Day56: Finding the similar documents

Posted by csiu on April 21, 2017 | with: 100daysofcode, Machine Learning

With regards to finding the most similar document, the work was done using a number of Jupyter Notebooks.

Jupyter Notebooks are excellent for exploratory analysis and trying something new, but its cumbersome for code reuse and robust applications.

In this post, I describe how I reimplemented the different steps (drawing chunks of code from the different Jupyter Notebooks) into a single Python script (see below).


Bringing together the individual components

The first step is to create the working scripts (f47ffa9) and then we can modify it and make it better.
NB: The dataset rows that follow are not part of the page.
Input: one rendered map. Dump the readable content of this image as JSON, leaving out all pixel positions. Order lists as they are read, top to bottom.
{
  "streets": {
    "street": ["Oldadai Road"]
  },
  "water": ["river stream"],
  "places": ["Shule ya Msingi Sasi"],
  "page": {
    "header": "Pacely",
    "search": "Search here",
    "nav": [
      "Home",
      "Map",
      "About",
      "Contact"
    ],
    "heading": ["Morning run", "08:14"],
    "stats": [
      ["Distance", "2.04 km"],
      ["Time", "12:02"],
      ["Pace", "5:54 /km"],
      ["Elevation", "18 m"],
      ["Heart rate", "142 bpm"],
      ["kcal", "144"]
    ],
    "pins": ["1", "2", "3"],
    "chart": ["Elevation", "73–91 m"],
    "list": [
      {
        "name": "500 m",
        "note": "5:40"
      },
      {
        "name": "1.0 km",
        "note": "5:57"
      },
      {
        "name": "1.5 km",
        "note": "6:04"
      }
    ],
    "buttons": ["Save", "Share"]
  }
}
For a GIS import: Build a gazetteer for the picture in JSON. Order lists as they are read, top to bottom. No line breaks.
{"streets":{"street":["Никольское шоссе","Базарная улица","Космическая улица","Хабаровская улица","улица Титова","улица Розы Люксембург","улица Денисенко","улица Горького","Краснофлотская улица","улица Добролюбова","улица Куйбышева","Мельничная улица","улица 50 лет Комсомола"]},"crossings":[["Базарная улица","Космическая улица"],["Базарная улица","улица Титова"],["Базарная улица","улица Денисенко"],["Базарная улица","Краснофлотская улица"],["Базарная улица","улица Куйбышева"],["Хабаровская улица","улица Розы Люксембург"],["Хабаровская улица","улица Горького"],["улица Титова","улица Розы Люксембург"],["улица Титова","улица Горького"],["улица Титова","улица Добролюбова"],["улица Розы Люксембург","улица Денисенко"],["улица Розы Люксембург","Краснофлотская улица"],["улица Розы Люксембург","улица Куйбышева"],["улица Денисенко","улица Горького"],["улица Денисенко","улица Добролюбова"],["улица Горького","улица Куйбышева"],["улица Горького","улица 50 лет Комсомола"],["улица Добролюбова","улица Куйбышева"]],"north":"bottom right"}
  • Getting the data and text preprocessing (Day 49; ipynb)
  • Constructing the document-word count matrix (Day 50; ipynb)
  • Factorizing by SVD (Day 53; ipynb)
  • Minimizing document distances and identifying similar documents (Day 55; ipynb)


Modularizing

Now that we have a working script, we can – as done in Day 28 – restructure and modularize the code for readability and ease of maintenance and reuse (f176a6a; diff).

I also like to wrap the code with an if-statement so that I can load the script as a module without inadvertently running the commands (d55acf9; diff).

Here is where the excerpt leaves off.